The view from inside derek' nest box. Still no bird! But Derek says both the male and female were prospecting this morning!
Derek needed to pop into the Shelbourne Hotel last week, and he got talking to Head Concierge Denis O’Brien. And he said "Did you know, we have a museum here in the Shelbourne?"
So he showed Derek the museum, and told him a bit about the history of the hotel. It was so fascinating that we sent reporter Katriona McFadden along with her tape recorder to find out more!
Hedgerows and the Law
Hedgerows in Ireland form important features in maintaining wildlife diversity and in establishing wildlife "corridors", particularly for birds. The commonest nesting birds found in hedgerows such as wrens, dunnocks, robin and willow warblers depend entirely on insects during the Summer months. In general untrimmed, thorned hedgerows containing species such as blackthorn, whitethorn and holly are favoured by birds as they provide ample food and also serve as a protection against predators.

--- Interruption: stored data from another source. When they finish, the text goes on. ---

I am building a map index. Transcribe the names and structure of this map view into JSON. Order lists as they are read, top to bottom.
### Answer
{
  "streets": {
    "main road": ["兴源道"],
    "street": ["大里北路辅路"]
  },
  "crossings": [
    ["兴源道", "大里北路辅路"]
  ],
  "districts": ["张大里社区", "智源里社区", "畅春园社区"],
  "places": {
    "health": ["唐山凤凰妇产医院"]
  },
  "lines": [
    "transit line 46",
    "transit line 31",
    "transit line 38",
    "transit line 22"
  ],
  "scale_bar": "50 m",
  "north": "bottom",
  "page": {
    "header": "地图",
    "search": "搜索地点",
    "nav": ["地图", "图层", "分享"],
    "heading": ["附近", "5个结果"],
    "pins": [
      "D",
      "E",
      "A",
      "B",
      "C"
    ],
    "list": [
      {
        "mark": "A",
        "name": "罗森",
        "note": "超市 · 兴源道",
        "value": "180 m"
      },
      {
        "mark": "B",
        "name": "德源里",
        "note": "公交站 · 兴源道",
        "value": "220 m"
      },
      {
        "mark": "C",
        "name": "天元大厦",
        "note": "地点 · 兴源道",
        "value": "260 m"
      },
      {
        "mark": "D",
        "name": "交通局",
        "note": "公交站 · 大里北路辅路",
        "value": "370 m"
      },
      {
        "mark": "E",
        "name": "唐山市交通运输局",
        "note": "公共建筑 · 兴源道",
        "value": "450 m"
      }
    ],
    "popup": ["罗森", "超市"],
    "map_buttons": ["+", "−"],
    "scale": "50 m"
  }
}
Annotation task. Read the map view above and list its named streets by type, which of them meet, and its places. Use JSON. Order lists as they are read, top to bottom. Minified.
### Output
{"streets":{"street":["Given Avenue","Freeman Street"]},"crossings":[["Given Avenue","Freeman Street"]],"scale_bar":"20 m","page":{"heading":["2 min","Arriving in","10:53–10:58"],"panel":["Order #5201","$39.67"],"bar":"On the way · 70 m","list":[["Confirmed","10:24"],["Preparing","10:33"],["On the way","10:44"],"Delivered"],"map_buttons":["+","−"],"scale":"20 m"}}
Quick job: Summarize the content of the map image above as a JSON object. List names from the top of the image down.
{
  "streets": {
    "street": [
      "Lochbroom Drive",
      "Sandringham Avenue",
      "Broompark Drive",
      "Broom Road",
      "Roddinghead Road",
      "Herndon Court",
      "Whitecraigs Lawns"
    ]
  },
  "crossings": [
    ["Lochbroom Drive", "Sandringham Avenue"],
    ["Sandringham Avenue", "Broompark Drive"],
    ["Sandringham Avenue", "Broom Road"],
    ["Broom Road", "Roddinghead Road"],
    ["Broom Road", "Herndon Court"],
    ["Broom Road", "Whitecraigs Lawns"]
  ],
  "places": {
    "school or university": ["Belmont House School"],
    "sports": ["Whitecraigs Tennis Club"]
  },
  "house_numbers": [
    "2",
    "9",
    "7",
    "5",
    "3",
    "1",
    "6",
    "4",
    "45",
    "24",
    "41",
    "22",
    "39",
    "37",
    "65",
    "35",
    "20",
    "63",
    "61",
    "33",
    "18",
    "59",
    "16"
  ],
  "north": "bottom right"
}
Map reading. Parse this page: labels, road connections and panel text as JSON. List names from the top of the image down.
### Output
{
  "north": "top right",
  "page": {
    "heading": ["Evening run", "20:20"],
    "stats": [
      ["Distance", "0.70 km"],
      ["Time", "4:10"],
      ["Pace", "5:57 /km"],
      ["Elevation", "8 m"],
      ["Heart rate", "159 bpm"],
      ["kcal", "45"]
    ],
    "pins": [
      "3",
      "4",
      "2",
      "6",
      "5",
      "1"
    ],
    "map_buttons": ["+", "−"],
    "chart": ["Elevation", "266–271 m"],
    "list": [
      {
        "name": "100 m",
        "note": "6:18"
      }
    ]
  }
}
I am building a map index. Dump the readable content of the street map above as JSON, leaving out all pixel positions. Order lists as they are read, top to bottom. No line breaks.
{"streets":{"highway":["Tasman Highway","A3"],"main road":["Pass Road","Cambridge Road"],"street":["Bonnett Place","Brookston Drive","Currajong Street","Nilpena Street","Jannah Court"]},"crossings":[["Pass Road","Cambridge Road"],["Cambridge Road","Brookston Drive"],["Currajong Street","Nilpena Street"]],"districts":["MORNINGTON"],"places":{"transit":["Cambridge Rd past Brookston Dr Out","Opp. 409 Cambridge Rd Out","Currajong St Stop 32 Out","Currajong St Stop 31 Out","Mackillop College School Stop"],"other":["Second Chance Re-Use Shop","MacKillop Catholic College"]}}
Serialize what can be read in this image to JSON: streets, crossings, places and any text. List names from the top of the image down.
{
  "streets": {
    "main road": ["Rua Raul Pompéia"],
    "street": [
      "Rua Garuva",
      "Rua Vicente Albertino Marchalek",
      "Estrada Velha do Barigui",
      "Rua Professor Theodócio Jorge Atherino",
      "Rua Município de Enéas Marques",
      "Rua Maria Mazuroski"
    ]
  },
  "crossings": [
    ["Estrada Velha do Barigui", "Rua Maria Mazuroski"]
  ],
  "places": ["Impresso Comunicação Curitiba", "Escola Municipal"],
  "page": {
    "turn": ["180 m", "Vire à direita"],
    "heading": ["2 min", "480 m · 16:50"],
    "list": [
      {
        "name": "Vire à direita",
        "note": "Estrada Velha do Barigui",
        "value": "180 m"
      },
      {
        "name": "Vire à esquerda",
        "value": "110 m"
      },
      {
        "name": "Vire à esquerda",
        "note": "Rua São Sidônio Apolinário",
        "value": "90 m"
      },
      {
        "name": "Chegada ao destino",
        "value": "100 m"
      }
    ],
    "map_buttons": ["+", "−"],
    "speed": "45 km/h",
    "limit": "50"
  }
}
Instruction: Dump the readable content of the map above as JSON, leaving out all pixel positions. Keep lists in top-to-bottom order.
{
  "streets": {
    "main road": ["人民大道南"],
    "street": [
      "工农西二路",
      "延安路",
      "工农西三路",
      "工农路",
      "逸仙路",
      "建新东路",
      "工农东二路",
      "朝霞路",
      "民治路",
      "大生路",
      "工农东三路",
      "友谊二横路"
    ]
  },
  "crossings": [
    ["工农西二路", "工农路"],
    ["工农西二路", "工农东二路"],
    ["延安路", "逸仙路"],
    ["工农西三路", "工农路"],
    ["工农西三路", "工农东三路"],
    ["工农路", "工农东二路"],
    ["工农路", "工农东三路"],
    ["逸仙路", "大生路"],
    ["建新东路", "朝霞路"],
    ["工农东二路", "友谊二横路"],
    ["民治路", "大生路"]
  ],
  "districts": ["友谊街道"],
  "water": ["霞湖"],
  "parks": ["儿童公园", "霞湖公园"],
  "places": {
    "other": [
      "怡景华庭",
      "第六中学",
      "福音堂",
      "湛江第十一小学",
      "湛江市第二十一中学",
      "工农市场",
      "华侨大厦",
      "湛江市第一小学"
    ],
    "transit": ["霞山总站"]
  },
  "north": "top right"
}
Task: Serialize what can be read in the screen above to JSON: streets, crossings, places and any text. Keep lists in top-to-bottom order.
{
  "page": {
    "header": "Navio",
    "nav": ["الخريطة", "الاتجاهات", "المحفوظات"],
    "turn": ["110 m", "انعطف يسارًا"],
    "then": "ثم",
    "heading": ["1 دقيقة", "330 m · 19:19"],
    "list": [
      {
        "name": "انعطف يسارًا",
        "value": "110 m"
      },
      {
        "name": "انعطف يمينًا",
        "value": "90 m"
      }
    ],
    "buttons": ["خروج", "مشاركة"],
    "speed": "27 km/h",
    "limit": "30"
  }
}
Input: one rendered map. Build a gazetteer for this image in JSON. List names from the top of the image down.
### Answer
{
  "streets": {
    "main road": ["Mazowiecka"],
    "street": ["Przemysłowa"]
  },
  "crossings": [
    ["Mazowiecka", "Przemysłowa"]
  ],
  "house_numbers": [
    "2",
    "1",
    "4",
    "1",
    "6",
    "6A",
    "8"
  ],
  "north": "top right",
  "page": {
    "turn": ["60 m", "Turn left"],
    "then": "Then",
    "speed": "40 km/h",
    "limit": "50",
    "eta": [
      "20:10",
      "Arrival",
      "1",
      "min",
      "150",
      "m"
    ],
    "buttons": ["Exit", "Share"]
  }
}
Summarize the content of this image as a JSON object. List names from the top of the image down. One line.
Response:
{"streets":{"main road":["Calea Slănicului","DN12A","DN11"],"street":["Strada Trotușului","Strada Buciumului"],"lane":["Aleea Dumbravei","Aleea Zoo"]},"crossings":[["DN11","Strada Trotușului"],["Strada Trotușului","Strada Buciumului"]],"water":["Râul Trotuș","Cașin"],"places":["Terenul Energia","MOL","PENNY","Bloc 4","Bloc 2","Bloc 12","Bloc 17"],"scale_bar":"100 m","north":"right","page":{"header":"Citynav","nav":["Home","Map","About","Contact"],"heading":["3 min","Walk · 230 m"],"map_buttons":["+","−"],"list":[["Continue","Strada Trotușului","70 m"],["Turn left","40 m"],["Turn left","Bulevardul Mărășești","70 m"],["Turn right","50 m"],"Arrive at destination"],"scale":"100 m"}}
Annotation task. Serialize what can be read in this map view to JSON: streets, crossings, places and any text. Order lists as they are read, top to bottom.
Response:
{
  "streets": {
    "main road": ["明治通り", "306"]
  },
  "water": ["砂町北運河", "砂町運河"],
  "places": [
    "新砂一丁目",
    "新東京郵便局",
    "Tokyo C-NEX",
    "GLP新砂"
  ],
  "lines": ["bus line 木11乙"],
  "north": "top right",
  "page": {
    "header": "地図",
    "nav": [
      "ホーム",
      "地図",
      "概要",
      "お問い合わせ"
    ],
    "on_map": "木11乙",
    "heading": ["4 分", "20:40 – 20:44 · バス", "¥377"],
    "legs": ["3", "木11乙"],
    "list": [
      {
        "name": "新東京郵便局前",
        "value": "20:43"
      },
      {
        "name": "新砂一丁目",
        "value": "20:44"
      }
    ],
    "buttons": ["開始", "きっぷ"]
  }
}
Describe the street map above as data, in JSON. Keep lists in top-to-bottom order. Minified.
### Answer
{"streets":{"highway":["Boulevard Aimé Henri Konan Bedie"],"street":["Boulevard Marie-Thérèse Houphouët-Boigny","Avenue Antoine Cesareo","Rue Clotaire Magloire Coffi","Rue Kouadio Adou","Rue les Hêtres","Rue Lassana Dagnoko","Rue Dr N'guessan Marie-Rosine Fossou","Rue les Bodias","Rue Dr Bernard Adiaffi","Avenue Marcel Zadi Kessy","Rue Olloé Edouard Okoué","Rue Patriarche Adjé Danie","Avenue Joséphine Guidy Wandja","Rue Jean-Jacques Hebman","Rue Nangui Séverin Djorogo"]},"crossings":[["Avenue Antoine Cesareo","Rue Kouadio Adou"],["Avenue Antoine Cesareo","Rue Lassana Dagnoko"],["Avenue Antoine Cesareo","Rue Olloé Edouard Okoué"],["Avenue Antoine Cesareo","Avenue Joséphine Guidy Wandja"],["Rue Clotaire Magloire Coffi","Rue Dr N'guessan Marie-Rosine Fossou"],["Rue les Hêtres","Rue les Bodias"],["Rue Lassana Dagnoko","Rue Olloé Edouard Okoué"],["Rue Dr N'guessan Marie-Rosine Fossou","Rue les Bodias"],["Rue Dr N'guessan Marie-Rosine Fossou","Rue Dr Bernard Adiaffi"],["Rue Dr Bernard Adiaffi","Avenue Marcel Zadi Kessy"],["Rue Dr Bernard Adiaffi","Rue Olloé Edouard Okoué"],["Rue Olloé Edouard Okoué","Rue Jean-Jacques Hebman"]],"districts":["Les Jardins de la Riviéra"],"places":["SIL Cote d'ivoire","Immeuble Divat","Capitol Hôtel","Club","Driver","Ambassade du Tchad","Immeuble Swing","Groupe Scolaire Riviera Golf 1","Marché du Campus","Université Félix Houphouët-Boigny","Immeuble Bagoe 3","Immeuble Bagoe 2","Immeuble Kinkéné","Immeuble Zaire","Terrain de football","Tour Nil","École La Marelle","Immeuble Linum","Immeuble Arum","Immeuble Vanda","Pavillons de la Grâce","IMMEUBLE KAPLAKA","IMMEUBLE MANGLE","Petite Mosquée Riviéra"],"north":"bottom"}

Section 40 of the Wildlife Act, 1976, as amended by Section 46 of the 2000 Act, provides protection for hedgerows by providing that it shall be an offence for a person to cut, grub, burn or otherwise destroy hedgerows on uncultivated land during the nesting season from 1 March to 31 August, subject to certain exceptions. It is important that, where possible, necessary work to hedgerows is carried out outside this period.
It is possible in most cases to schedule and carry out necessary work to hedgerows outside this period. The legislation makes provision for works (other than road or other construction works) to be carried out for reasons of public health and safety under the authority of any Minister or a body established by statute that lead to the destruction of vegetation. There is also a provision to enable the Minister for Environment, Heritage and Local Government to request from the relevant Minister or body details of any such works together with a statement of the public health and safety factors involved.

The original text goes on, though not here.